For Windows, Matt urges people to be aware of the windows_task resource. It reduces the amount of boilerplate code that you’ll need to write to create a scheduled task. This is particularly useful when performing operations on a Windows node that will be denied when running under a remotely authenticated account or when requiring one’s authentication context to travel a “second hop,” like when accessing a network share. See Matt’s post on this topic for more details on when remote commands can require a scheduled task on Windows. Because the Chef client runs locally, this is often not a concern, but is very relevant when running the Chef client remotely, perhaps via Test Kitchen, knife winrm or Chef provisioning.

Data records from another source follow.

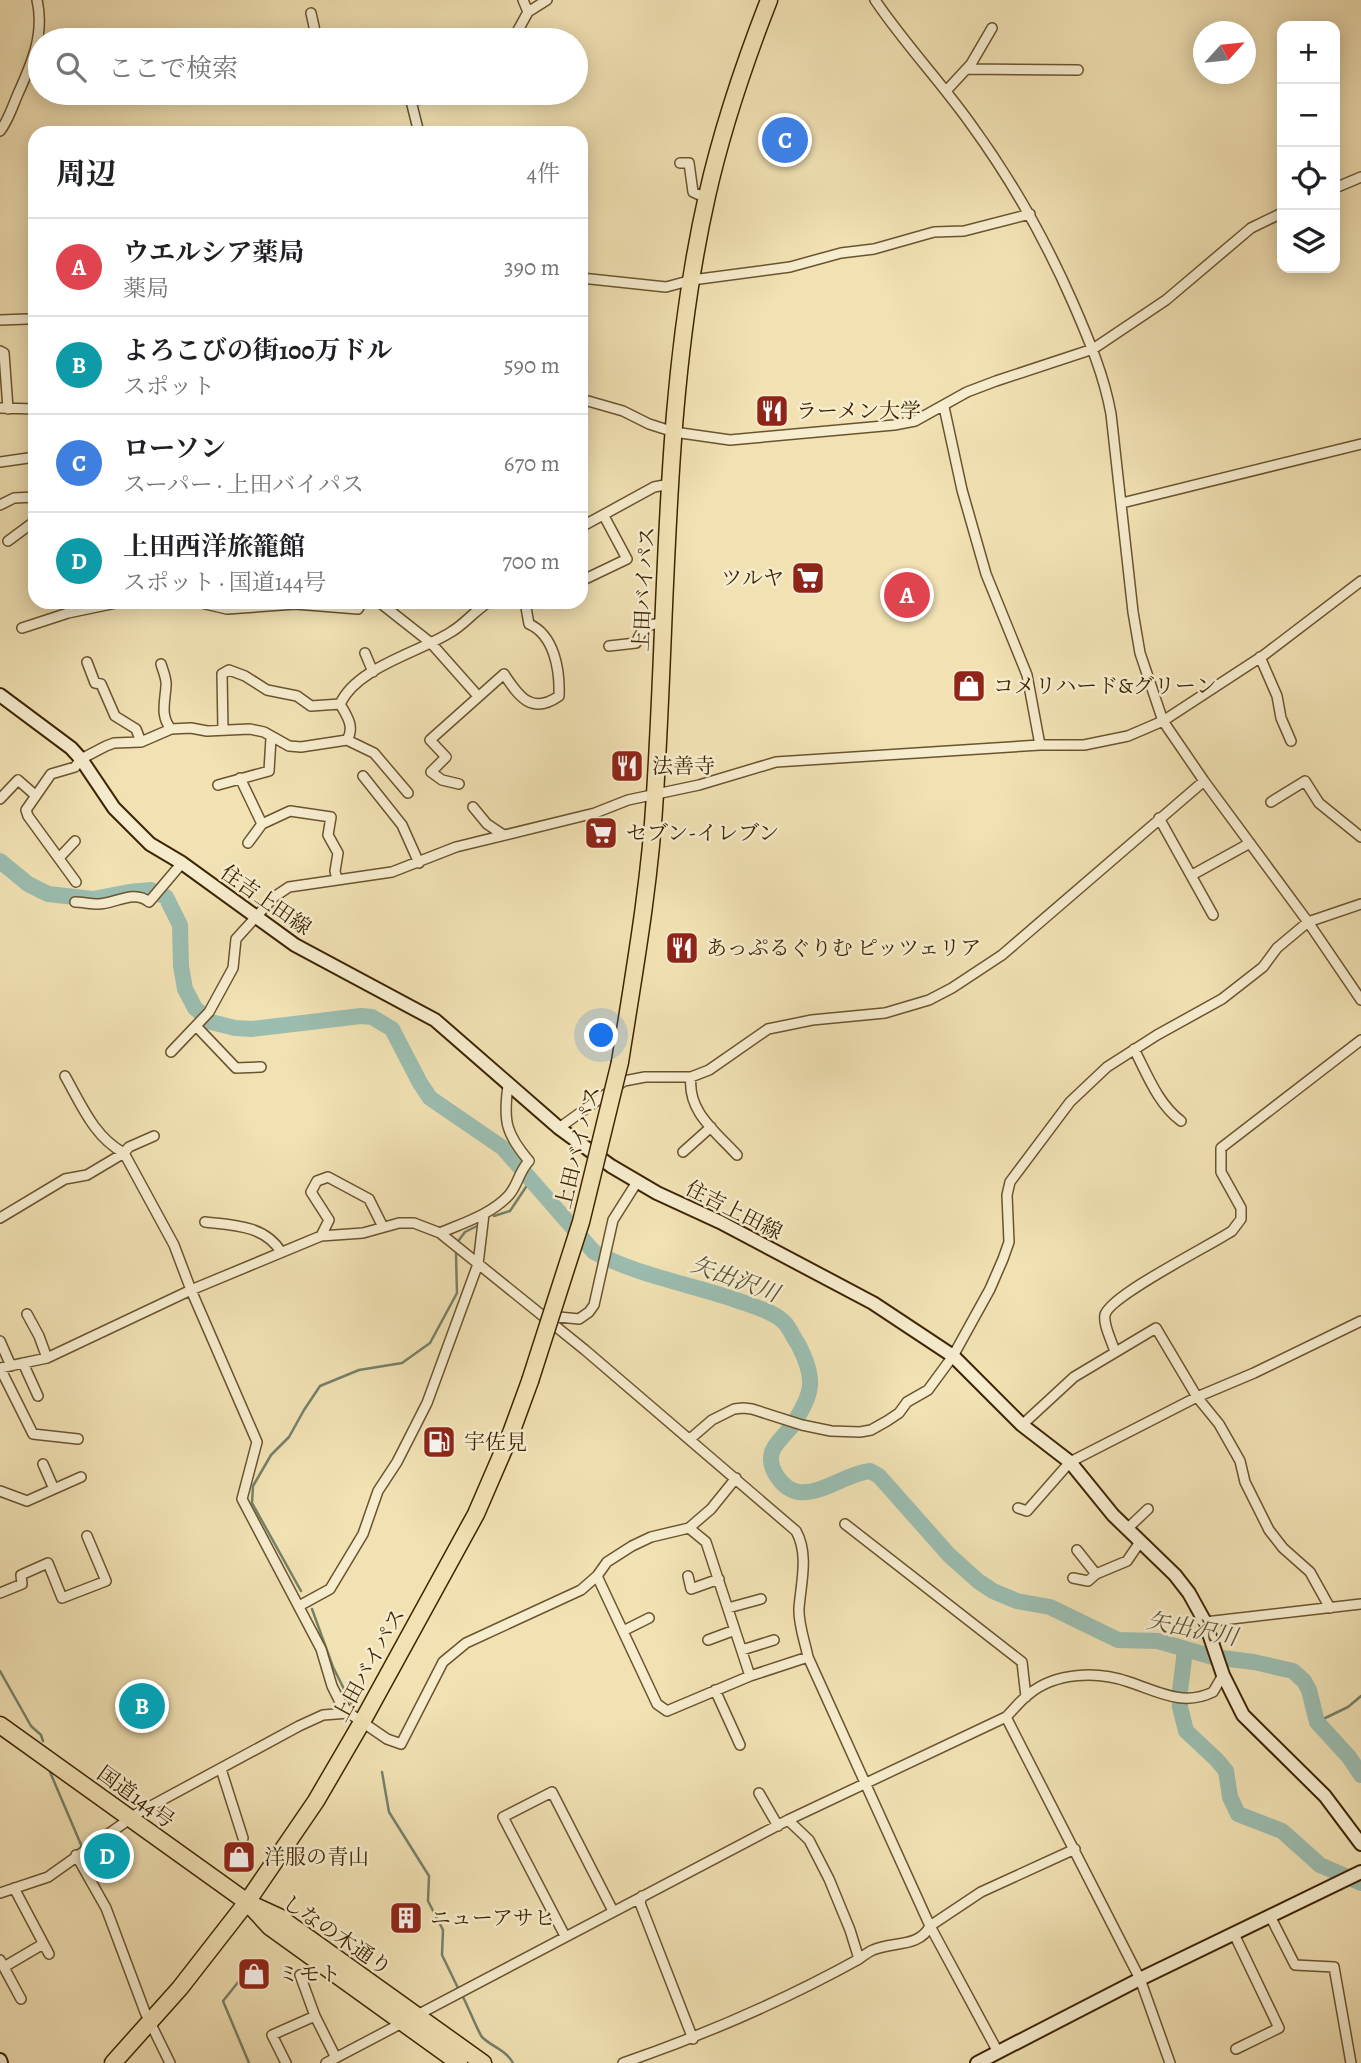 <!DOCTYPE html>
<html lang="ja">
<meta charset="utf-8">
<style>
body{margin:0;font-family:Alegreya,"Noto Serif JP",serif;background:#f2f2f2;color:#202124}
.controls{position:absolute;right:21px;top:21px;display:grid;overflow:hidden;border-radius:14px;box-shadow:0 4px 18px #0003}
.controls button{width:63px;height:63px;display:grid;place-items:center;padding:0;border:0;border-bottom:2px solid #e0e0e0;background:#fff;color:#202124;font:35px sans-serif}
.compass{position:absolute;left:1193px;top:21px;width:63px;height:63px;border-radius:50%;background:#fff;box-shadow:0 4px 18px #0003;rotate:63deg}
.you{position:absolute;left:602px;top:1036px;width:24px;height:24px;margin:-18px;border:5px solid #fff;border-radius:50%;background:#1a73e8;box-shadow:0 0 0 10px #1a73e833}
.badge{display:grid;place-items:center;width:46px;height:46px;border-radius:50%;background:#8f2418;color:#fff;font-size:23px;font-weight:700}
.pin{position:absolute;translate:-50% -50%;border:4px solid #fff;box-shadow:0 2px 7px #0006}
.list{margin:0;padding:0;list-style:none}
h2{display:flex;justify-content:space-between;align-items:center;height:91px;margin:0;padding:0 28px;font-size:30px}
h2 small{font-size:23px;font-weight:400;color:#757577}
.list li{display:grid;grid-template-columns:46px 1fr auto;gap:21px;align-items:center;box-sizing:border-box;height:98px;padding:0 28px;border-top:2px solid #e0e0e0}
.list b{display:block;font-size:26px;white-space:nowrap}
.list p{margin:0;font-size:23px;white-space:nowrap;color:#757577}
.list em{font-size:23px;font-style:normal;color:#757577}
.icon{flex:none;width:38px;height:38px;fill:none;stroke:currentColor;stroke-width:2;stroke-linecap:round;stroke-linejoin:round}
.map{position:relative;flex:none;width:1361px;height:2063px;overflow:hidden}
.search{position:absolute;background:#fff;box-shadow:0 4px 18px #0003;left:28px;top:28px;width:560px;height:77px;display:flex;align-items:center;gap:18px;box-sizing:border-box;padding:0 24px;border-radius:38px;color:#757577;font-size:26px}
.panel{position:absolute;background:#fff;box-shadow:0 4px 18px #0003;left:28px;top:126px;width:560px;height:483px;border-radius:21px}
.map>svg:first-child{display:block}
</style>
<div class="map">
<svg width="1361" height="2063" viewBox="0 0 1361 2063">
<rect width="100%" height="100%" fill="#f1e1b3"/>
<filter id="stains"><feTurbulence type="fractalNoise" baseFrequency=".00286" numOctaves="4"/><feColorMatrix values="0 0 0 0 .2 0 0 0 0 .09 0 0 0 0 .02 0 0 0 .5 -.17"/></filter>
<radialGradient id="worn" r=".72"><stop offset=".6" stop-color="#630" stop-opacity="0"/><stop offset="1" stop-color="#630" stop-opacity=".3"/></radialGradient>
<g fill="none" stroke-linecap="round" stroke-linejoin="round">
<!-- stream -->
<path stroke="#75806a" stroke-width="2.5" d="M494,1216L510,1211L530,1181
M459,1240L465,1232L477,1226
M301,1591L252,1503L253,1486L271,1455L289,1437L304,1410L320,1386L359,1370L402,1363L430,1343L457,1293L456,1254
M312,1609L333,1667L353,1707
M0,1671L31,1726L41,1735L43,1741
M1317,1722L1348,1707L1361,1696
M50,1772L82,1847
M382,1772L389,1812L429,1876L428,1901L443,1930L442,1955L458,1988
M243,1976L223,2001L249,2063
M462,1995C467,2004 478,2032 482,2037C492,2047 506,2050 513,2063"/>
<!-- river -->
<path stroke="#9bbdb0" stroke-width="16" d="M0,861L28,884L48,894L93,899L129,892L151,890L166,897L180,925L181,966L185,989L195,1008L211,1022L235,1028L252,1029L361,1016L372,1017L392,1029L420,1083L430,1098L503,1148L594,1252C641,1277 696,1285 745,1303C758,1308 774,1312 784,1322C790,1328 793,1337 798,1344C817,1380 813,1394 791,1427C785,1435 775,1443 772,1452C767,1468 783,1490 799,1492C821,1495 848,1473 870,1471L879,1476L949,1555L978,1581L993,1591L1017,1601L1050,1607L1118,1640L1158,1641L1213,1657L1254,1662L1293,1671L1304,1681L1309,1690L1317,1722L1349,1757L1361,1775
M1185,1650L1180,1691V1707L1186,1731L1217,1760L1226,1771L1230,1797L1238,1814L1282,1831L1320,1865L1361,1883"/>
<defs>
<path id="street" d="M523,0L528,12
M875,0C904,43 940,81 970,123C1011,179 1045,239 1073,303C1089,340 1104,375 1111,414L1133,612L1140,653L1163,721L1204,781L1308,922L1361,1000
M311,13L317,40
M500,40L517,32L528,12L547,0
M967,69L1078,70
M946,91L971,64L992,28
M335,93H359
M409,93L419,133
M0,131C8,121 12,108 17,96C31,65 45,35 37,0
M680,163H689L693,192L706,198
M1335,188L1361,177
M581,278L666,287L692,280L790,267L841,253L874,249L934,232L964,231L1030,214
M0,320L27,319
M0,351L4,353L8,409
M581,399L623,411L649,424L674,432L730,440L894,425L915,421L967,392L996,381L1093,349L1166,300L1251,228L1282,213
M944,407L962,490L986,574L1027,675L1040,745
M0,408L35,409
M0,462L35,457
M1122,503L1361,444
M0,505L14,498L35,497
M581,527L654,487L670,484
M8,541L35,521
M581,581L627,559L604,516
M197,602L227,609L295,604L358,609L362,602
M379,602L431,643L478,696
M22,628L68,613L121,602
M609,646L636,643C643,627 646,624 663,623
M365,653L373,672
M1260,657L1277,696L1281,718L1291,741
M87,662L95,683L101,684L115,716L136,729L141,742
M161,664C163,671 167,679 166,686C165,702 160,716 171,729
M340,704C347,716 355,727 347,740
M223,730L222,674L229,670L245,676L267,690L297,696L311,706L340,704C357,667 418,653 451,632C465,624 475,610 489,602
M363,776L402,825L419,863
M240,778L262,824L290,811L331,817L328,835L338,853L335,871L337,879
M459,784L442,780L431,772L446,757L430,740L504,674C519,697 532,715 559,696C560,669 554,635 529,624L525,602
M218,785L269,771L271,738
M0,799L18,780L35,795
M1271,802L1305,781L1319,803L1361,837
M473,807L487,824L502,834
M1159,818L1213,915
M248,843L262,824
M59,858L75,841
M1192,875L1250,843
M76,882L28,816L26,810L51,774L75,767L81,759L106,746L114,743L141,742L171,729L191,728L207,731L250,729L264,732L289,746L301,747L347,740L374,753L408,793
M75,902C82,902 90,904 98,904C115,904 134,889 149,902L182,863
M196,1026L236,1068L261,1067
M1134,1049C1147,1074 1158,1104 1181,1121
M171,1052L209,1012L233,968L236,939L274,897L289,887L392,872L456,847L595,813L628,800L699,785L776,762L1040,745H1084L1128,736L1163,721L1264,655L1361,581
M65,1076C81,1104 94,1137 124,1153L174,1245L191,1290L257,1442L242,1499L321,1649L332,1686L339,1700L349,1713L387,1739L401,1744L443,1662L466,1643L581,1590L597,1576L607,1562L632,1546L651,1537L689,1528L711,1509L736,1478
M691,1077C687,1111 715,1131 737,1155
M559,1128L624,1081L645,1077H691L709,1070L768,1029L812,1020L885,1013L929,1000L952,988L1002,955L1204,781
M683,1152L711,1127
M0,1218L65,1179L87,1175L124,1153L129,1147L154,1136
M205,1222C232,1225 265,1225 281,1252
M440,1233C463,1223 492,1214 509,1195C518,1185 519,1171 529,1161C506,1134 503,1121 508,1086
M321,1236L329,1220L311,1192L317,1181L328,1177L369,1199L383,1227
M27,1314L39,1336L47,1358
M549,1316L579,1319L589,1312L594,1305L613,1220L637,1182
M0,1341L11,1366
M1115,1352C1112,1341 1103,1325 1105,1315C1109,1296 1211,1245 1232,1231L1241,1219V1208L1221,1172V1148L1361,1040
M23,1363L38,1396
M0,1368L47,1358L191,1290L321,1236L363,1233L399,1223H414L440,1233L585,1350L796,1531C809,1554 801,1583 799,1608C798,1623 805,1642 808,1657L930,1926L998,2052
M0,1368L33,1434L78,1439
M1022,1425L1074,1377L1156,1328L1197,1397L1219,1424L1240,1461L1245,1482L1269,1530L1283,1548L1310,1572L1330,1608
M690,1439L712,1420L734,1409L743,1408L752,1409L802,1425L831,1431L860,1432L871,1430L887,1421L899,1413L907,1402L928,1390L953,1356L990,1289L1003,1259L1009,1242L1007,1195L1010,1182L1070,1102L1107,1067L1157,1035L1222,999L1263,967L1277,948L1308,922L1361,904
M43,1464L54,1489
M0,1491L27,1501L81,1477
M1018,1508L1027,1511L1070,1462L1197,1397L1254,1373L1361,1321
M845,1524L1022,1662L1026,1697
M689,1528L706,1542L750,1676
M1127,1529L1148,1509
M1077,1550L1096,1574L1127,1561L1140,1542
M597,1576L657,1704L667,1711L750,1676L808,1657
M688,1576L691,1589L719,1579
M1073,1578L1088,1581L1096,1574
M0,1593L22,1584L21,1575L48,1563L62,1598L106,1581L87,1536
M299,1606L330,1589L363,1534L378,1491L397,1462L427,1403L478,1264L484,1214
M728,1608L761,1599
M1205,1622L1361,1604
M623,1631L649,1618
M708,1640L735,1630
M742,1650L774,1640
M715,1690L740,1745
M1006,1717L1140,1979L1170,2063
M221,1769L243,1838
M759,1793L778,1826
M76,1855L106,1908L145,2012L170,2063
M14,1888L49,1954
M0,1893L48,1877L138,1813L299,1726L323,1715L349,1713
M642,1896L640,1903L693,2039
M1270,1916L1295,1965L1334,1967L1351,2063
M1234,1934L1279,2028L1236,2049
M565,1936L503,1817L552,1792L613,1911
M859,1959C863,1956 868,1952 873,1950C893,1941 919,1948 930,1926L981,1892L1075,1849
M0,1960L21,1999
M4,1967L43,1944
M300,1975L315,2016L336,2058
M286,2063L272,2035L315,2016
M326,2063L788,1820L1006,1717C1014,1709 1021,1700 1029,1694C1056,1672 1097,1671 1129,1682C1157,1691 1183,1707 1213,1692L1223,1675
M623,2063C704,2035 783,2001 859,1959L850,1930L829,1879L809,1840L788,1820"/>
<path id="secondary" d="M0,695L71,748L81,759L114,808L150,844L182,863L295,945L435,1020L559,1128L611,1166L657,1193L720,1222L873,1303L953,1356L1022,1425L1070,1462L1113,1515L1175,1575L1189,1593L1205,1622L1223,1675L1243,1715L1325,1796L1361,1844
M0,2060L1,2063
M977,2063L1140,1979L1361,1872"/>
<path id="highway" d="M620,1062C634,973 650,884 655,794C668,595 663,391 707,196C722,129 744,64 769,0
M0,1725L247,1902L270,1927L459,2063
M255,1906L279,1917L483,2063
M113,2063L180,1988L247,1902L316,1801L362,1722L476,1514L511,1433L530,1381"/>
</defs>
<!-- street casing -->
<use href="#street" stroke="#6a542e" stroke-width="12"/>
<!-- secondary casing -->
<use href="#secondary" stroke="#3d2502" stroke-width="16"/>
<!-- highway casing -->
<use href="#highway" stroke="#3d2502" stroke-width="19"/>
<!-- street -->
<use href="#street" stroke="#f6ecce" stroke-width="9"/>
<!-- secondary -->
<use href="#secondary" stroke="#f6ecce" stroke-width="12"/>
<!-- highway -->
<use href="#highway" stroke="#f1e1b3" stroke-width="16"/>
<defs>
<path id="highway-bridge" d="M530,1381L581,1222L620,1062"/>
</defs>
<!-- highway-bridge casing -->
<use href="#highway-bridge" stroke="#3d2502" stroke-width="19" stroke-linecap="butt"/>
<!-- highway-bridge -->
<use href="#highway-bridge" stroke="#f1e1b3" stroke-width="16"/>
</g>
<!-- icons -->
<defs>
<symbol id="restaurant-square" viewBox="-11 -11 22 22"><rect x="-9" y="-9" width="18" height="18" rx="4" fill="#8f2418" stroke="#f6ecce"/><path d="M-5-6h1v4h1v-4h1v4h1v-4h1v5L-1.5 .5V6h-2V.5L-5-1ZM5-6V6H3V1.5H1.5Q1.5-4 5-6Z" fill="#fff"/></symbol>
<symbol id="supermarket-square" viewBox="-11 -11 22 22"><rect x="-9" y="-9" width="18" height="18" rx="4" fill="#8f2418" stroke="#f6ecce"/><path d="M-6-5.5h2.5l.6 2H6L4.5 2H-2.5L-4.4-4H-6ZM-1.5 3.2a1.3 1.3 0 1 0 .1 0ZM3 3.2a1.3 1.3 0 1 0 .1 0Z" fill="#fff"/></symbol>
<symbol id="shop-square" viewBox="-11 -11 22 22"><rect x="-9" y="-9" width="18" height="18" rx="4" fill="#8f2418" stroke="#f6ecce"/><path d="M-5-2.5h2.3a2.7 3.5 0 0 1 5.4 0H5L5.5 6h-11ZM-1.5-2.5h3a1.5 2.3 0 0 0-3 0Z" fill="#fff"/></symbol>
<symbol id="fuel-square" viewBox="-11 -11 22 22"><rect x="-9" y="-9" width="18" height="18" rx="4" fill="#8f2418" stroke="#f6ecce"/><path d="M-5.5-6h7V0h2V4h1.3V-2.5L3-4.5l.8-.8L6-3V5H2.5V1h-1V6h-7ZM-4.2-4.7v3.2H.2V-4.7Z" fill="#fff"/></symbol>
<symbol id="building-square" viewBox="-11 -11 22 22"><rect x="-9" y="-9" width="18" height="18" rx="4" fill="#8f2418" stroke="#f6ecce"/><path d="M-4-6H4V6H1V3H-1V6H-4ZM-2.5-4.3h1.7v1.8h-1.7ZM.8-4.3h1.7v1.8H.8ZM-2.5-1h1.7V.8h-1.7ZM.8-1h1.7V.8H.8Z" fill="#fff"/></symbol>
</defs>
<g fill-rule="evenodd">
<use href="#restaurant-square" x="753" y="392" width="38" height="38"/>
<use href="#supermarket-square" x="789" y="559" width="38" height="38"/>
<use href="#shop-square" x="950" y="667" width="38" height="38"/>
<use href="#restaurant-square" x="608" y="747" width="38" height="38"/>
<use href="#supermarket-square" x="582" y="814" width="38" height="38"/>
<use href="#restaurant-square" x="663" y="929" width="38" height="38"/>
<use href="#fuel-square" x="420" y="1423" width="38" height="38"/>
<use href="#shop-square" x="220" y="1838" width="38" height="38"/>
<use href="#building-square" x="387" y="1899" width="38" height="38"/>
<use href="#shop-square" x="235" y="1955" width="38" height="38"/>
</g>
<g text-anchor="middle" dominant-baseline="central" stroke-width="5" stroke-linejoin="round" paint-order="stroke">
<!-- poi labels -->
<g font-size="21" fill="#3d2502" stroke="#f6ecce" text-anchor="start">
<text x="796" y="411">ラーメン大学</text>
<text x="784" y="578" text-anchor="end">ツルヤ</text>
<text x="993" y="686">コメリハード&amp;グリーン</text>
<text x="652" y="766">法善寺</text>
<text x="626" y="833">セブン-イレブン</text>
<text x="706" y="948">あっぷるぐりむ ピッツェリア</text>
<text x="464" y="1442">宇佐見</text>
<text x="264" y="1857">洋服の青山</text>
<text x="430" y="1918">ニューアサヒ</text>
<text x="278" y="1974">ミモト</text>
</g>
<!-- street labels -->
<g font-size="21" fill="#3d2502" stroke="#f6ecce">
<text transform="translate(644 589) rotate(-87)">上田バイパス</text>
<text transform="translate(266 900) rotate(35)">住吉上田線</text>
<text transform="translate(578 1147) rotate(-76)">上田バイパス</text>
<text transform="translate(734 1210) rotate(27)">住吉上田線</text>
<text transform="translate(369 1665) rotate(-61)">上田バイパス</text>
<text transform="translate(136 1797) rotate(36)">国道144号</text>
<text transform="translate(337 1935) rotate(34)">しなの木通り</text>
</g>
<!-- water labels -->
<g font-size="23" font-style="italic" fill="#595336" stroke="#f6ecce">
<text transform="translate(735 1279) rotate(20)">矢出沢川</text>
<text transform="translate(1192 1629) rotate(11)">矢出沢川</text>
</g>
</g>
<rect width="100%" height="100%" filter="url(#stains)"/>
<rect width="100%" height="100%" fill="url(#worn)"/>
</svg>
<div class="controls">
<button>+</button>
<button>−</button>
<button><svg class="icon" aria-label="locate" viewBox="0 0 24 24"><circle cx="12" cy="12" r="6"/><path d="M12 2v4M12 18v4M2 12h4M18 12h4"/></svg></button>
<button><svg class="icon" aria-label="layers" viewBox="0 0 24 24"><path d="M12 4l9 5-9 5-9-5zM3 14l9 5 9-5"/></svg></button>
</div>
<svg class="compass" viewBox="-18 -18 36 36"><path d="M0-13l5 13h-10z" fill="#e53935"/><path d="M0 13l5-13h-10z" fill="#757577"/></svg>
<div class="you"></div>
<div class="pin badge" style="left:907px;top:595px;background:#e0444e">A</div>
<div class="pin badge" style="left:142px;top:1706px;background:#0f9aa8">B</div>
<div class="pin badge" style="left:785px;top:140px;background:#3f7fe0">C</div>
<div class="pin badge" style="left:107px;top:1856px;background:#0f9aa8">D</div>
<div class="search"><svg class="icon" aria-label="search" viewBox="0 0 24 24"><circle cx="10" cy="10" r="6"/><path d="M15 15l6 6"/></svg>ここで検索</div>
<section class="panel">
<h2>周辺<small>4件</small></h2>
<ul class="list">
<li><span class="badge" style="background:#e0444e">A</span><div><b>ウエルシア薬局</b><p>薬局</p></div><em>390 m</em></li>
<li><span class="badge" style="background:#0f9aa8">B</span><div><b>よろこびの街100万ドル</b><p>スポット</p></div><em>590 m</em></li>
<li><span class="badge" style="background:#3f7fe0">C</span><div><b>ローソン</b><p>スーパー · 上田バイパス</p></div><em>670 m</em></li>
<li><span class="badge" style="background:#0f9aa8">D</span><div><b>上田西洋旅籠館</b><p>スポット · 国道144号</p></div><em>700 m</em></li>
</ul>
</section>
</div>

When recipes succeed locally but fail via these remoting tools, the windows_task can help.
Matt also encourages people to consider using DSC. He says, “When we were doing a lot of our initial Windows recipe writing, it was extremely early days, not only for DSC but for Chef integration with DSC. If I were starting now, I would be leveraging DSC far more. As we move forward and come across things we need to automate—for example, we’re about to tackle some of our SQL Server nodes—you better believe we’re going to be looking for DSC resources because that can take away a lot of the work.”
Finally Matt cautions against including the installation of Windows updates in the initial Chef bootstrapping. “We initially used Boxstarter to install Windows updates when provisioning Windows and quickly identified this as an anti-pattern, primarily because of the time it added to provisioning.” Matt notes that updates take a considerable amount of time to run, involve reboots and introduce added complexity if bootstrapping is being invoked from a remote provisioner. Instead consider a tool like Packer to preinstall patches into your base OS images.
Matt posts regularly on his own blog and has a lot more advice, particularly on working with Windows. For example, in his post discussing the creation of lightweight Vagrant boxes, he talks about ways to reduce base Windows image sizes.